Main Principles of Exploratory Data Analysis

Why Exploratory Data Analysis

Because they can be made easily and faster
Can help for personal understanding
Explain how data look like which is the main important for any Data
Look and Feel is NOT the primary concern about exploratory data analysis

Example of Exploratory Data Analysis

I have my Bank account details and I needed to find out is there any time when I crossed more than 80000 from my Bank account transaction in terms of Debit .

First I'll be working on 1-Dimensional Plots like Box , Hist & Bar

So now I am assuming or trying to show my data as Categorical Variable.

DataSet
Download

So my data looks like above.
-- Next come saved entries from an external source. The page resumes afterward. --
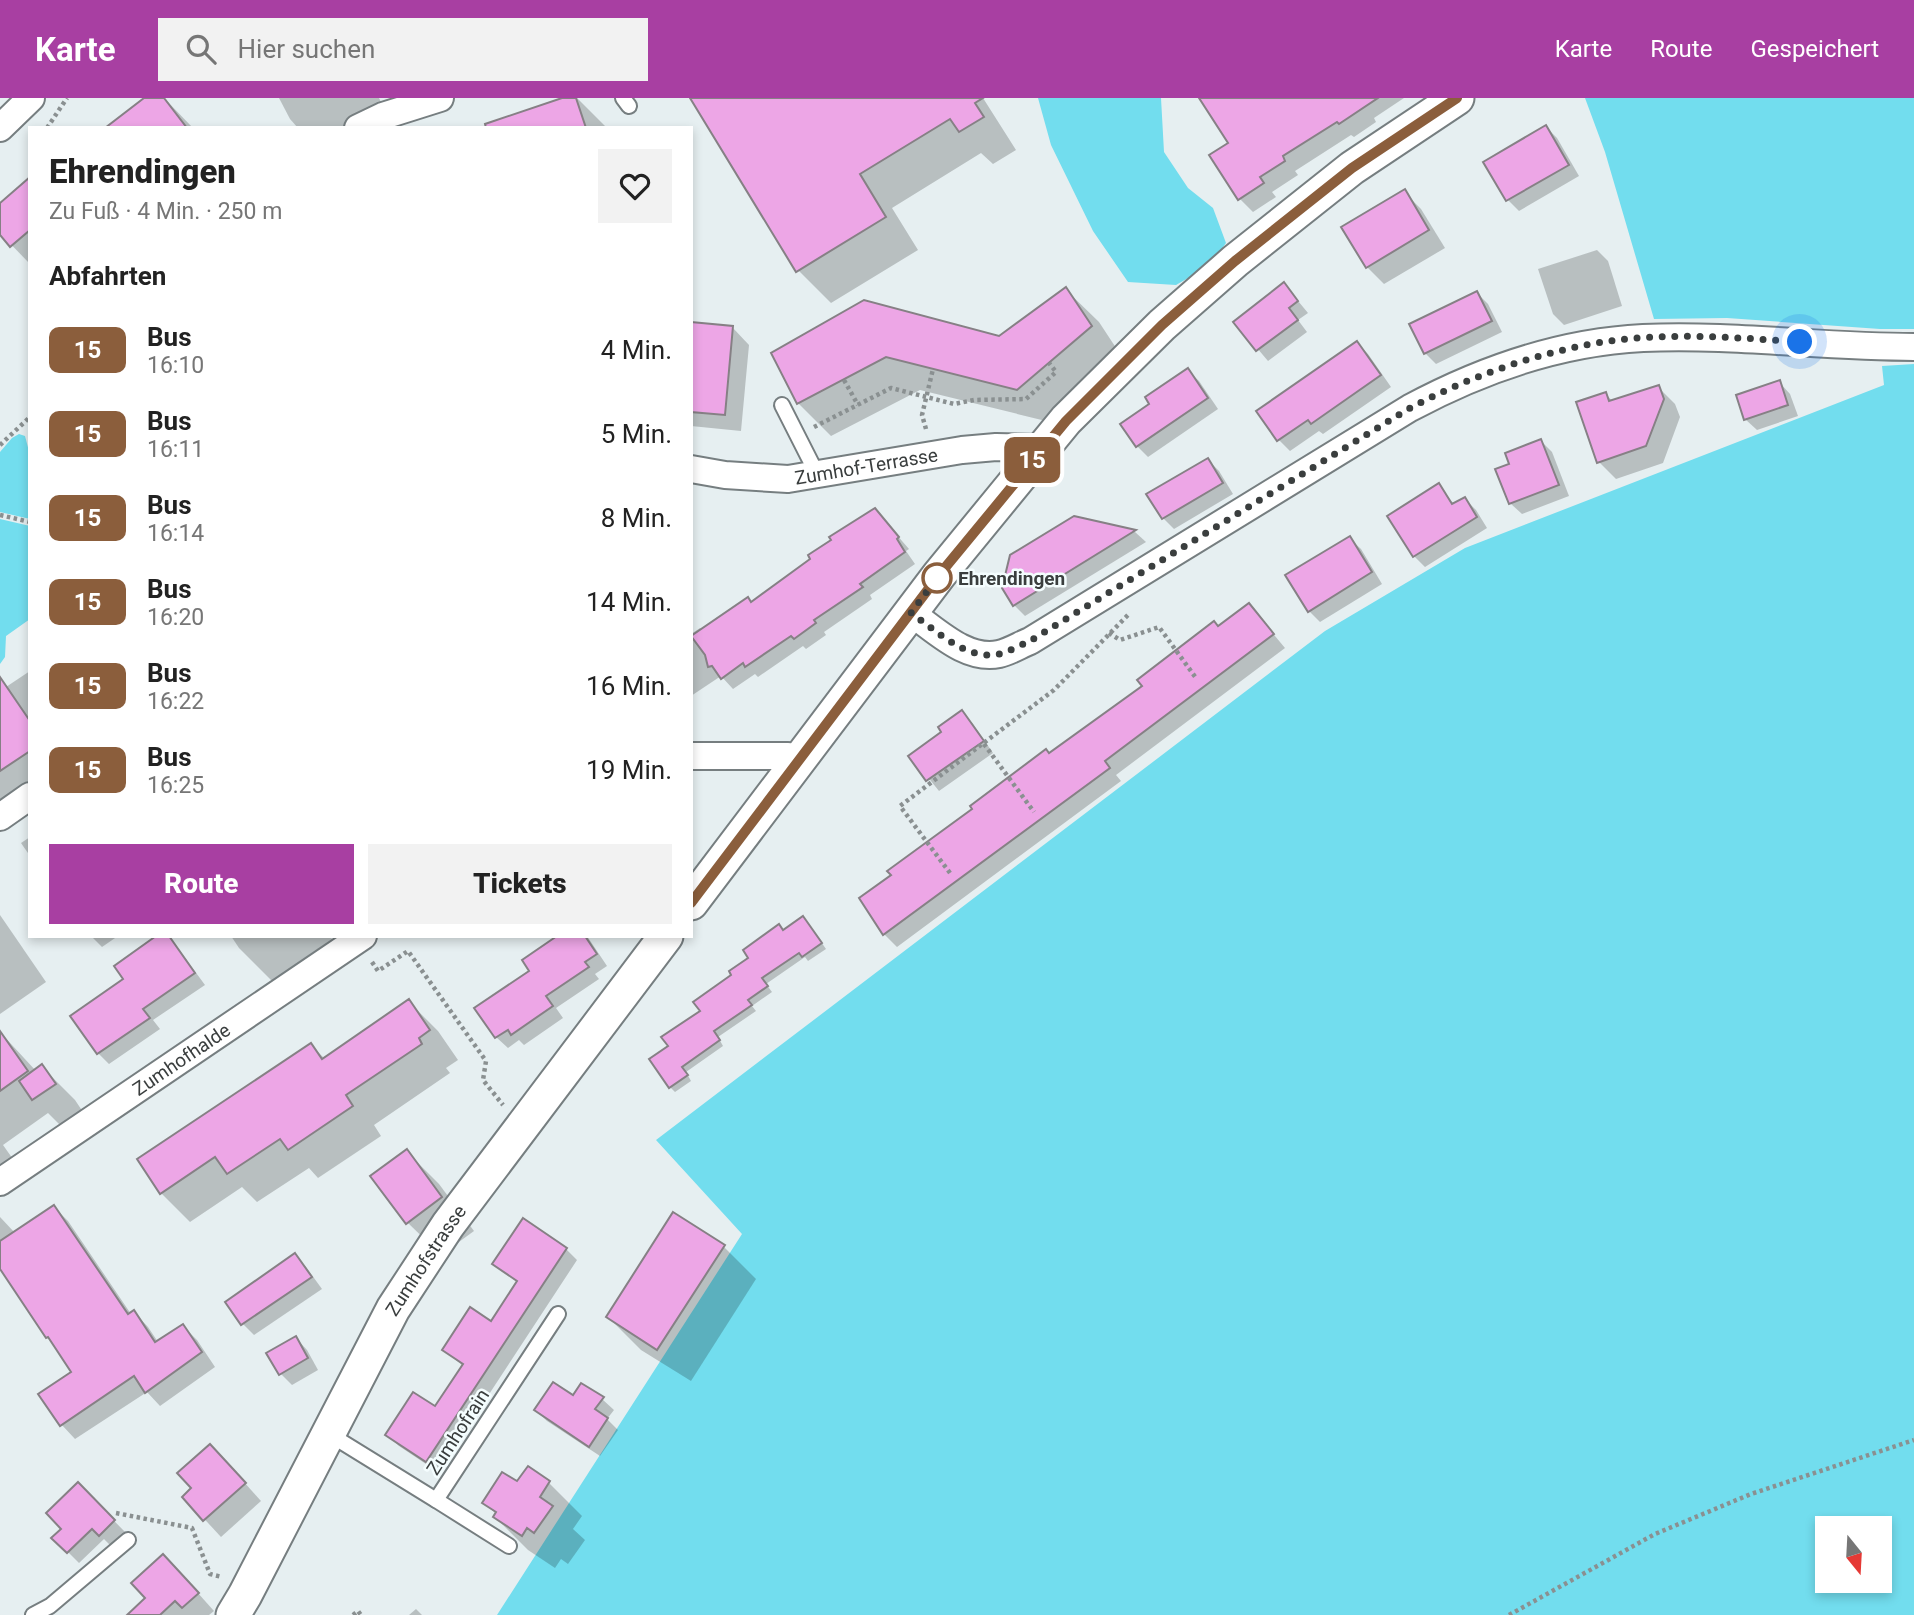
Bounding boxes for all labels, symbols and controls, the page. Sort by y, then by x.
search box [158,18,648,81]
text: Karte [35,30,116,69]
icon: search [182,30,220,68]
text: Hier suchen [238,34,375,64]
text: Karte [1555,35,1612,63]
text: Route [1650,35,1712,63]
text: Gespeichert [1750,35,1879,63]
button: heart [598,149,672,223]
text: Ehrendingen [49,152,236,191]
text: Zu Fuß · 4 Min. · 250 m [49,198,282,225]
text: Abfahrten [49,261,166,291]
text: Bus [147,322,192,352]
your location [1782,324,1817,359]
text: 4 Min. [601,335,672,365]
text: 15 [74,336,101,364]
text: 16:10 [147,352,204,379]
text: Bus [147,406,192,436]
text: 5 Min. [601,419,672,449]
text: 15 [74,420,101,448]
text: 16:11 [147,436,204,463]
line badge: 15 [1000,437,1064,483]
street label: Zumhof-Terrasse [793,443,939,489]
text: 15 [1018,446,1046,474]
text: Bus [147,490,192,520]
text: 8 Min. [601,503,672,533]
text: 15 [74,504,101,532]
text: 16:14 [147,520,204,547]
marker: Ehrendingen [922,563,952,593]
place label: Ehrendingen [958,567,1065,590]
text: Bus [147,574,192,604]
text: 14 Min. [586,587,672,617]
text: 15 [74,588,101,616]
text: 16:20 [147,604,204,631]
text: Bus [147,658,192,688]
text: 16 Min. [586,671,672,701]
text: 15 [74,672,101,700]
text: 16:22 [147,688,204,715]
text: Bus [147,742,192,772]
text: 19 Min. [586,755,672,785]
text: 15 [74,756,101,784]
text: 16:25 [147,772,204,799]
button: Route [49,844,354,924]
button: Tickets [368,844,672,924]
street label: Zumhofhalde [128,1018,234,1100]
street label: Zumhofstrasse [380,1200,471,1320]
street label: Zumhofrain [422,1385,494,1479]
north arrow [1815,1516,1892,1592]
map controls [1815,1516,1892,1593]

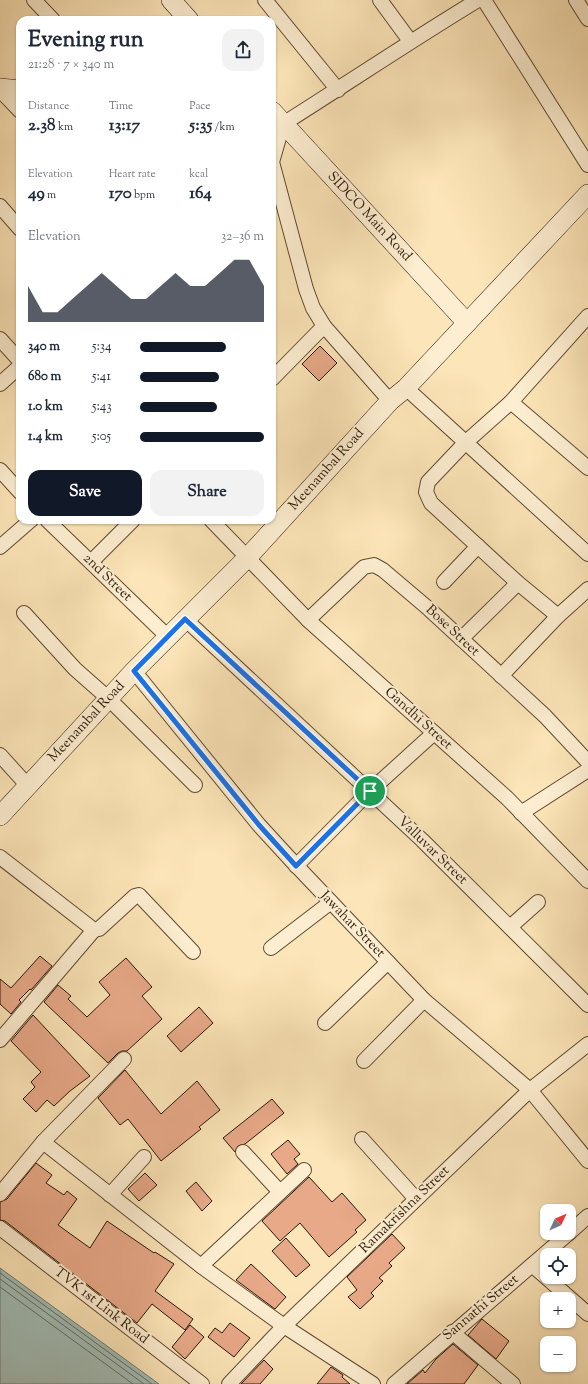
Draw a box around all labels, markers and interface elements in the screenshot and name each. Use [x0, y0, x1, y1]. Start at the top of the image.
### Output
text: Evening run [28, 25, 144, 57]
button: share [222, 29, 264, 71]
text: 21:28 · 7 × 340 m [28, 56, 114, 74]
text: Distance [28, 98, 69, 114]
text: Time [109, 98, 133, 114]
text: Pace [189, 98, 210, 114]
text: 2.38 [28, 114, 56, 138]
text: 13:17 [109, 114, 140, 138]
text: 5:35 [189, 114, 212, 138]
text: km [56, 119, 73, 135]
text: /km [212, 119, 234, 135]
text: Elevation [28, 166, 73, 182]
text: Heart rate [109, 166, 156, 182]
text: kcal [189, 166, 208, 182]
street label: SIDCO Main Road [322, 168, 416, 266]
text: 49 [28, 182, 45, 206]
text: 170 [109, 182, 132, 206]
text: 164 [189, 182, 212, 206]
text: m [45, 187, 56, 203]
text: bpm [132, 187, 155, 203]
text: Elevation [28, 228, 81, 246]
text: 32–36 m [221, 228, 264, 246]
text: 340 m [28, 338, 60, 356]
text: 5:34 [92, 338, 112, 356]
text: 680 m [28, 368, 61, 386]
text: 5:41 [92, 368, 111, 386]
text: 1.0 km [28, 398, 63, 416]
text: 5:43 [92, 398, 112, 416]
street label: Meenambal Road [285, 424, 369, 515]
text: 1.4 km [28, 428, 63, 446]
text: 5:05 [92, 428, 111, 446]
button: Save [28, 470, 142, 516]
button: Share [150, 470, 264, 516]
street label: 2nd Street [78, 549, 136, 607]
street label: Bose Street [420, 601, 484, 662]
street label: Meenambal Road [44, 677, 130, 767]
street label: Gandhi Street [380, 683, 457, 755]
pin [353, 774, 387, 808]
icon: arrive [359, 780, 381, 802]
street label: Valluvar Street [392, 812, 472, 890]
street label: Jawahar Street [314, 886, 389, 963]
street label: Ramakrishna Street [355, 1161, 455, 1258]
north arrow [540, 1204, 576, 1240]
map controls [540, 1204, 576, 1372]
button: locate [540, 1248, 576, 1284]
street label: TVK 1st Link Road [50, 1263, 153, 1349]
street label: Sannathi Street [439, 1270, 524, 1346]
button: + [540, 1292, 576, 1328]
button: − [540, 1336, 576, 1372]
First I wanted to plot a Boxplot on my Amount data to check the density of data with median and mean

 data <- read.csv("D:/tmp/mlclass-ex1-005/mlclass-ex3-005/R-Studio/account.csv")  
 head(data)  
 #Replace the comma from Amount  
 data$Amount <- as.numeric(gsub(",", "", gsub("", "", data$Amount)))

 #Plotting the Box Plot  
 boxplot(data$Amount , col = "yellow")  
 #This corresponds that almost majority of my data is below 8000 , very less population around 80000  
 abline( h = 80000) #h = horizental

Well I realized that its useless for me as I am not even able to derive anything from this plot.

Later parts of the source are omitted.